[Recorded data]

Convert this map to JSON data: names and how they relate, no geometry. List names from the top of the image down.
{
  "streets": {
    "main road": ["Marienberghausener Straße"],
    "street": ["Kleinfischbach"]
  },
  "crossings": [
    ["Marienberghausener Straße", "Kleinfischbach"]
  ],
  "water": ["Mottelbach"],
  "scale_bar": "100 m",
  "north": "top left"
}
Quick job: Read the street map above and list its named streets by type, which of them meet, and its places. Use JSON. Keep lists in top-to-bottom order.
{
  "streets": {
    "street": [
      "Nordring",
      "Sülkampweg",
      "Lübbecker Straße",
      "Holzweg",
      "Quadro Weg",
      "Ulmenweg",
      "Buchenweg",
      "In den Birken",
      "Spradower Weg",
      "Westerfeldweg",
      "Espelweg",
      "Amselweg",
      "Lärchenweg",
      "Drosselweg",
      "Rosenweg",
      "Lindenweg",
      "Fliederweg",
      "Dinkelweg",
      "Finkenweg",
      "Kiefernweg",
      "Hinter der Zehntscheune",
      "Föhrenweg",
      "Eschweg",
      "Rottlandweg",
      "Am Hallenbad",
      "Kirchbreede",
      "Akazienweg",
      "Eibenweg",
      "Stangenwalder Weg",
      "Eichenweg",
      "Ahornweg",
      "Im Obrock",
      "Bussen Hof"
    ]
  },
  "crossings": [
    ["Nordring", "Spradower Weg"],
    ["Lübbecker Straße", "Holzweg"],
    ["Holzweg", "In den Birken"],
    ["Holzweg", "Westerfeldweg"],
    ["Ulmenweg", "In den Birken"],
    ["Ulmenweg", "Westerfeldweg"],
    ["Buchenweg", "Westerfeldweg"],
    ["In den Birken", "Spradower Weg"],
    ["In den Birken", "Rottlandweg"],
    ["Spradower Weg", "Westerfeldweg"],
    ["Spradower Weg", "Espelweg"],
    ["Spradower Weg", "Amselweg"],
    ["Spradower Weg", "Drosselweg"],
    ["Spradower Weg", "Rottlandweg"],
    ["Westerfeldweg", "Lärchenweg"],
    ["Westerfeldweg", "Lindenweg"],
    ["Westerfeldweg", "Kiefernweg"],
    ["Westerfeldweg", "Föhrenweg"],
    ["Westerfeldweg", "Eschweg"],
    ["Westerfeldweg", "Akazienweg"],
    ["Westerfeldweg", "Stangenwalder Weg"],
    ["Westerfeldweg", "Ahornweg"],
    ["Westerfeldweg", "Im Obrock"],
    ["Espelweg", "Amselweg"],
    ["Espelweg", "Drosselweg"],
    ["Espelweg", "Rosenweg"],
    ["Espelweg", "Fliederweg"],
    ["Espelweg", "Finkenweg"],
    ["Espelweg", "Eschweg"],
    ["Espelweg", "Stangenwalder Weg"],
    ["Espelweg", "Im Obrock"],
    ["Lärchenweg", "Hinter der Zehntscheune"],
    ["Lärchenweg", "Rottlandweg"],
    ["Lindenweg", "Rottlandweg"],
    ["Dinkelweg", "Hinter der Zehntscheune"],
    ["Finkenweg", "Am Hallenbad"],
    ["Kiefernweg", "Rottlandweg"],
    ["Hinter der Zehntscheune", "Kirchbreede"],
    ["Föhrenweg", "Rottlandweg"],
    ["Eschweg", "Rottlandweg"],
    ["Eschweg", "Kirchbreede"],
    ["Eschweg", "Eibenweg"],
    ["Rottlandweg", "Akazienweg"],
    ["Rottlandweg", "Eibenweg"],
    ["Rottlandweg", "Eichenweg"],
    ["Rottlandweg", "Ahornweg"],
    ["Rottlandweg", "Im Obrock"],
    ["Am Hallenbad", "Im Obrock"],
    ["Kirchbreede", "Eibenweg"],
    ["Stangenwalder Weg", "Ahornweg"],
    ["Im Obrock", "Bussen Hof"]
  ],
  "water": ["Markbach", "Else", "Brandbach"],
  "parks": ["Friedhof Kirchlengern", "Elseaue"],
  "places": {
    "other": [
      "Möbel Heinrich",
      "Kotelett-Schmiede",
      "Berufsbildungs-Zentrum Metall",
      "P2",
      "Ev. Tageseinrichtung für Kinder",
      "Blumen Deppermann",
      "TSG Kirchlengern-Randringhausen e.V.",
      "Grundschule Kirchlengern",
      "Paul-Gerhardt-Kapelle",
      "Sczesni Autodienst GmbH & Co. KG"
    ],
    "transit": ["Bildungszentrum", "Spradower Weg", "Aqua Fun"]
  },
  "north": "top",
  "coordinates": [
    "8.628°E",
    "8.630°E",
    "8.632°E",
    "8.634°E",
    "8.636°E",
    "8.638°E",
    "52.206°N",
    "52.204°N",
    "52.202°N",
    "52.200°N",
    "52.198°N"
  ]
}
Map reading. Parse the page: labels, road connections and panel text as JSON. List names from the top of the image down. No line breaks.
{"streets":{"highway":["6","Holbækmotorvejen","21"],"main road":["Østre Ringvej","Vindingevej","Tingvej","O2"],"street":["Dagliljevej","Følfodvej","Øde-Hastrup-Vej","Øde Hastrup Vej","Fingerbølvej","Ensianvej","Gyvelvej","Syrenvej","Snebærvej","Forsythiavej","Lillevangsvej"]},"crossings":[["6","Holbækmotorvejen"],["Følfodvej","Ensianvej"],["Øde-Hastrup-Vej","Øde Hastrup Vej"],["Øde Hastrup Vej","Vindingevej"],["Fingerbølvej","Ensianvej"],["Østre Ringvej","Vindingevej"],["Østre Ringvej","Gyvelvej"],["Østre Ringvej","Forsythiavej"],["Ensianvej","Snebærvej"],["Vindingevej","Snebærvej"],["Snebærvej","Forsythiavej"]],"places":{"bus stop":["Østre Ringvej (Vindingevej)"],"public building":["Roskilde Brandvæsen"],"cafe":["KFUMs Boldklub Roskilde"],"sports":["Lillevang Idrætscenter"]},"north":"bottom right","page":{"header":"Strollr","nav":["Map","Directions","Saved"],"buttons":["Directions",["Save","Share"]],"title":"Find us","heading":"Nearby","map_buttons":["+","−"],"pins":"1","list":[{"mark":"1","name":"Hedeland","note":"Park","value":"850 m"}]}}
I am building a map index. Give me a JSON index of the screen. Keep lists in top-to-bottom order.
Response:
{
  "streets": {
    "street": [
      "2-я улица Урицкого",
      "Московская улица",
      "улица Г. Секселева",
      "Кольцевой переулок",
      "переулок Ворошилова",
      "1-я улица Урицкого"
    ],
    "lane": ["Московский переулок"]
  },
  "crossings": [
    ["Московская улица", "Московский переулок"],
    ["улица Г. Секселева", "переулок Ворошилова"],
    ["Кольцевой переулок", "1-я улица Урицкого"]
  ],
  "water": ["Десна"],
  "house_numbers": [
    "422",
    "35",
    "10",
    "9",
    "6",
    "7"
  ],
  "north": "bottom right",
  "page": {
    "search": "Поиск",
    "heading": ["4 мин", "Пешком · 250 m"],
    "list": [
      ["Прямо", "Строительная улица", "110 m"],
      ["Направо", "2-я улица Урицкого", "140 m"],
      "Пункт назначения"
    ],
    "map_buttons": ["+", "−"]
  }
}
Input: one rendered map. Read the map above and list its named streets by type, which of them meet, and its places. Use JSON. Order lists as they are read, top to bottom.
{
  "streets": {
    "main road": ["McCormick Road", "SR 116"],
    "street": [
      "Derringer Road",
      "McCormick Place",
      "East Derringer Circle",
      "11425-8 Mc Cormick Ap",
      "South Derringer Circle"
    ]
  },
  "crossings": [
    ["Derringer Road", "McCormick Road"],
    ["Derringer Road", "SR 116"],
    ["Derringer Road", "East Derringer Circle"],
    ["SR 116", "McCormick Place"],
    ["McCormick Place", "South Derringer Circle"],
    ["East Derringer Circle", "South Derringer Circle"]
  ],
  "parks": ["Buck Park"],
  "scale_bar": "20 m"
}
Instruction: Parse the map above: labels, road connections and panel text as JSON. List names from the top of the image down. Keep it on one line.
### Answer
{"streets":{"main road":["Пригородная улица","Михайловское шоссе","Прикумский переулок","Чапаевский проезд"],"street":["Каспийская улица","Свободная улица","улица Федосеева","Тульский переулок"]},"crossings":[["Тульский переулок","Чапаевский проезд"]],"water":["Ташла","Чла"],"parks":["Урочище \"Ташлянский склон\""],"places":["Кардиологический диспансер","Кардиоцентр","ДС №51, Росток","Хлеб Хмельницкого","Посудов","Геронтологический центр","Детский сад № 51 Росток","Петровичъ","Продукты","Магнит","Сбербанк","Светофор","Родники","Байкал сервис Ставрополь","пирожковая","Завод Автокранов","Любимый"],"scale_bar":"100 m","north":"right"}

* [Directions for this task]
Find each line in the records that includes the word "water". Report the total and nothing more.

* [Reply]
4